# WORK TASK:
Repeat all entries below exactly as shown.

[Dataset entries]

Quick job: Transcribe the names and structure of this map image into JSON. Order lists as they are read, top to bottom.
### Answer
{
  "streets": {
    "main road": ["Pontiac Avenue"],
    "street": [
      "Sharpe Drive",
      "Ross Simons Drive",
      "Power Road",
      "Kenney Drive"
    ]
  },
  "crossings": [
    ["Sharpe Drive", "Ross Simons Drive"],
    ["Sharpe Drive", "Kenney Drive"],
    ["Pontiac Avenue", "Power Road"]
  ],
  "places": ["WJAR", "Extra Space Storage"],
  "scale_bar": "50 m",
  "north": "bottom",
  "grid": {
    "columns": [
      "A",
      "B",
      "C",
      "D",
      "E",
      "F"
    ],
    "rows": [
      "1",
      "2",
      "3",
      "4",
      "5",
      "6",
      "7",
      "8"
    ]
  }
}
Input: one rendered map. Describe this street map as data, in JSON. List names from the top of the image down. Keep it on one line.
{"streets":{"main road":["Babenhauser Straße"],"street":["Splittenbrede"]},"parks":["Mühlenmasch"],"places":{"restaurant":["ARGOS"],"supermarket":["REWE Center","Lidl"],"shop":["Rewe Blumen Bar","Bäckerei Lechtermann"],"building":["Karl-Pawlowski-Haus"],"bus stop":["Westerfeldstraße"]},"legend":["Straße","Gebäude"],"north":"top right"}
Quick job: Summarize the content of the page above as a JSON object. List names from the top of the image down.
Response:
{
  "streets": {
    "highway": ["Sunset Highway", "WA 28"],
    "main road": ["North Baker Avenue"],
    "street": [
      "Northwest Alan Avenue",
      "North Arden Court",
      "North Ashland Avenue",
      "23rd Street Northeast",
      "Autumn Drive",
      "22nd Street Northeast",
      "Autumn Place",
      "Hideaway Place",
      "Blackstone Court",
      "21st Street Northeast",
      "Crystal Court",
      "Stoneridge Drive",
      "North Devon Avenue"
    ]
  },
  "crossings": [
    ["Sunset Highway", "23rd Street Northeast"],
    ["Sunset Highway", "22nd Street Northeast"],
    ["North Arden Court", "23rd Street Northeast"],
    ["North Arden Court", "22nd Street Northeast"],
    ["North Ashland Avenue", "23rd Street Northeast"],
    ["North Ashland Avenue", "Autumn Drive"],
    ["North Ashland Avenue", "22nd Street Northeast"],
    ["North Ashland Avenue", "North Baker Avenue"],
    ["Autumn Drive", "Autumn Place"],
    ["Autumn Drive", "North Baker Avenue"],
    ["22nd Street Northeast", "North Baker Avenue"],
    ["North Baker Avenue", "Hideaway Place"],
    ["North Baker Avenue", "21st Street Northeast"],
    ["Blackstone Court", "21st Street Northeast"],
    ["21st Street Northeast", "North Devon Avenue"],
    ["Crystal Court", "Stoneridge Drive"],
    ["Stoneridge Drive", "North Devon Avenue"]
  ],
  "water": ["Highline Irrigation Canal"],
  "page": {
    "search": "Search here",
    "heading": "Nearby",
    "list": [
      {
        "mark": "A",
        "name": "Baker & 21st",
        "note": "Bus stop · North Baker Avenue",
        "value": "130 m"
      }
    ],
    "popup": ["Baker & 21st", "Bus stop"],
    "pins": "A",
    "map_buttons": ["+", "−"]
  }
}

# TASK SOLUTION:
Quick job: Transcribe the names and structure of this map image into JSON. Order lists as they are read, top to bottom.
### Answer
{
  "streets": {
    "main road": ["Pontiac Avenue"],
    "street": [
      "Sharpe Drive",
      "Ross Simons Drive",
      "Power Road",
      "Kenney Drive"
    ]
  },
  "crossings": [
    ["Sharpe Drive", "Ross Simons Drive"],
    ["Sharpe Drive", "Kenney Drive"],
    ["Pontiac Avenue", "Power Road"]
  ],
  "places": ["WJAR", "Extra Space Storage"],
  "scale_bar": "50 m",
  "north": "bottom",
  "grid": {
    "columns": [
      "A",
      "B",
      "C",
      "D",
      "E",
      "F"
    ],
    "rows": [
      "1",
      "2",
      "3",
      "4",
      "5",
      "6",
      "7",
      "8"
    ]
  }
}
Input: one rendered map. Describe this street map as data, in JSON. List names from the top of the image down. Keep it on one line.
{"streets":{"main road":["Babenhauser Straße"],"street":["Splittenbrede"]},"parks":["Mühlenmasch"],"places":{"restaurant":["ARGOS"],"supermarket":["REWE Center","Lidl"],"shop":["Rewe Blumen Bar","Bäckerei Lechtermann"],"building":["Karl-Pawlowski-Haus"],"bus stop":["Westerfeldstraße"]},"legend":["Straße","Gebäude"],"north":"top right"}
Quick job: Summarize the content of the page above as a JSON object. List names from the top of the image down.
Response:
{
  "streets": {
    "highway": ["Sunset Highway", "WA 28"],
    "main road": ["North Baker Avenue"],
    "street": [
      "Northwest Alan Avenue",
      "North Arden Court",
      "North Ashland Avenue",
      "23rd Street Northeast",
      "Autumn Drive",
      "22nd Street Northeast",
      "Autumn Place",
      "Hideaway Place",
      "Blackstone Court",
      "21st Street Northeast",
      "Crystal Court",
      "Stoneridge Drive",
      "North Devon Avenue"
    ]
  },
  "crossings": [
    ["Sunset Highway", "23rd Street Northeast"],
    ["Sunset Highway", "22nd Street Northeast"],
    ["North Arden Court", "23rd Street Northeast"],
    ["North Arden Court", "22nd Street Northeast"],
    ["North Ashland Avenue", "23rd Street Northeast"],
    ["North Ashland Avenue", "Autumn Drive"],
    ["North Ashland Avenue", "22nd Street Northeast"],
    ["North Ashland Avenue", "North Baker Avenue"],
    ["Autumn Drive", "Autumn Place"],
    ["Autumn Drive", "North Baker Avenue"],
    ["22nd Street Northeast", "North Baker Avenue"],
    ["North Baker Avenue", "Hideaway Place"],
    ["North Baker Avenue", "21st Street Northeast"],
    ["Blackstone Court", "21st Street Northeast"],
    ["21st Street Northeast", "North Devon Avenue"],
    ["Crystal Court", "Stoneridge Drive"],
    ["Stoneridge Drive", "North Devon Avenue"]
  ],
  "water": ["Highline Irrigation Canal"],
  "page": {
    "search": "Search here",
    "heading": "Nearby",
    "list": [
      {
        "mark": "A",
        "name": "Baker & 21st",
        "note": "Bus stop · North Baker Avenue",
        "value": "130 m"
      }
    ],
    "popup": ["Baker & 21st", "Bus stop"],
    "pins": "A",
    "map_buttons": ["+", "−"]
  }
}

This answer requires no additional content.